(Collected data entries)

>>>>

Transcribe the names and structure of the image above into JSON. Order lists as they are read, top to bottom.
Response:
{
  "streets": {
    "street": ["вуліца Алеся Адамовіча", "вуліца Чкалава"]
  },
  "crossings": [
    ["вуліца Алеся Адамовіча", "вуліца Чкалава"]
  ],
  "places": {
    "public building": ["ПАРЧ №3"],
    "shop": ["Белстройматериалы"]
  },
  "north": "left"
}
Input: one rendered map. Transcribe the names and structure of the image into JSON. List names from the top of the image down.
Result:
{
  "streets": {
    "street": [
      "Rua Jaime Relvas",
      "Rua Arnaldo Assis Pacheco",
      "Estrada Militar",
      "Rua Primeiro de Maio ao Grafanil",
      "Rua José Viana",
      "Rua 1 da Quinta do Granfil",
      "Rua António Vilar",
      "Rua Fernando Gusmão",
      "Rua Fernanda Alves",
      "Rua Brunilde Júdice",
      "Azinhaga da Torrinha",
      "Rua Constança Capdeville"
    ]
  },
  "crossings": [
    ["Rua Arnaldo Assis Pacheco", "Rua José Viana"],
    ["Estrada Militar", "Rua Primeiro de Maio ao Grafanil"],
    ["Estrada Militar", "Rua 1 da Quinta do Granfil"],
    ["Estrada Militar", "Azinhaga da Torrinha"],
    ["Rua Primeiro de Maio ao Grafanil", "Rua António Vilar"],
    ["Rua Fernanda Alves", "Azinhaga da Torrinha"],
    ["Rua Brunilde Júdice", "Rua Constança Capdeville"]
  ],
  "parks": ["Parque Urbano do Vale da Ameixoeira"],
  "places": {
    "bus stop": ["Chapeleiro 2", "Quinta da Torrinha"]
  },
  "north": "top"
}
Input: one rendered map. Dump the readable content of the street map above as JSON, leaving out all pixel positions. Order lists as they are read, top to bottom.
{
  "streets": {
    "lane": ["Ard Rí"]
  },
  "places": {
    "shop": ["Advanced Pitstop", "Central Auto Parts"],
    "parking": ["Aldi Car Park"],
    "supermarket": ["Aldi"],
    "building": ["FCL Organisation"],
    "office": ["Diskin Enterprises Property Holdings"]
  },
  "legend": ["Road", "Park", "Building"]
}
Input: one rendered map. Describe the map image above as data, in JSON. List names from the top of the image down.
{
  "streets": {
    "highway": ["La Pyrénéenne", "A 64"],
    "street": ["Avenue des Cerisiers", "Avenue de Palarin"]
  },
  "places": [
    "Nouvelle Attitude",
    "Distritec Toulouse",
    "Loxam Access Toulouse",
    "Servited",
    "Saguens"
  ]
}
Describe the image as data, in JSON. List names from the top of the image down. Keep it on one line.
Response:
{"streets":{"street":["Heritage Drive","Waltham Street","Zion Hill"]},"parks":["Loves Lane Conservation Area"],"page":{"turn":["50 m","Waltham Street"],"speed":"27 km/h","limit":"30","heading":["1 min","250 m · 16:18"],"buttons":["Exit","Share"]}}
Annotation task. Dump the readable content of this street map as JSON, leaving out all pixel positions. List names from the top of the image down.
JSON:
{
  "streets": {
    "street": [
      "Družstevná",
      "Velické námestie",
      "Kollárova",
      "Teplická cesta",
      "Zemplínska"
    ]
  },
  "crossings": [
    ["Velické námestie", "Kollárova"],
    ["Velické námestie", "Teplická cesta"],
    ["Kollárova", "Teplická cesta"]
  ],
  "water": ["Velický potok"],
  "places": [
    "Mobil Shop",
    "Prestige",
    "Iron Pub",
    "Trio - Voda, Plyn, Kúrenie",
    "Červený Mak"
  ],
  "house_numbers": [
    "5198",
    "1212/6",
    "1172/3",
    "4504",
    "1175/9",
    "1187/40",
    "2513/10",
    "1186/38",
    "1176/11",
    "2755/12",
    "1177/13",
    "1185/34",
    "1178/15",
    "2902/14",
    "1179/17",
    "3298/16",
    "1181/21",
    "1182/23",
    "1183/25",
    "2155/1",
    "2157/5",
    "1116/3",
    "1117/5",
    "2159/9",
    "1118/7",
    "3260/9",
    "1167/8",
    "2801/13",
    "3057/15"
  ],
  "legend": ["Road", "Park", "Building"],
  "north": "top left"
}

<<<<

YOUR ASSIGNMENT:
Return each line from the entries above that includes "Transcribe".

YOUR RESPONSE:
Transcribe the names and structure of the image above into JSON. Order lists as they are read, top to bottom.
Input: one rendered map. Transcribe the names and structure of the image into JSON. List names from the top of the image down.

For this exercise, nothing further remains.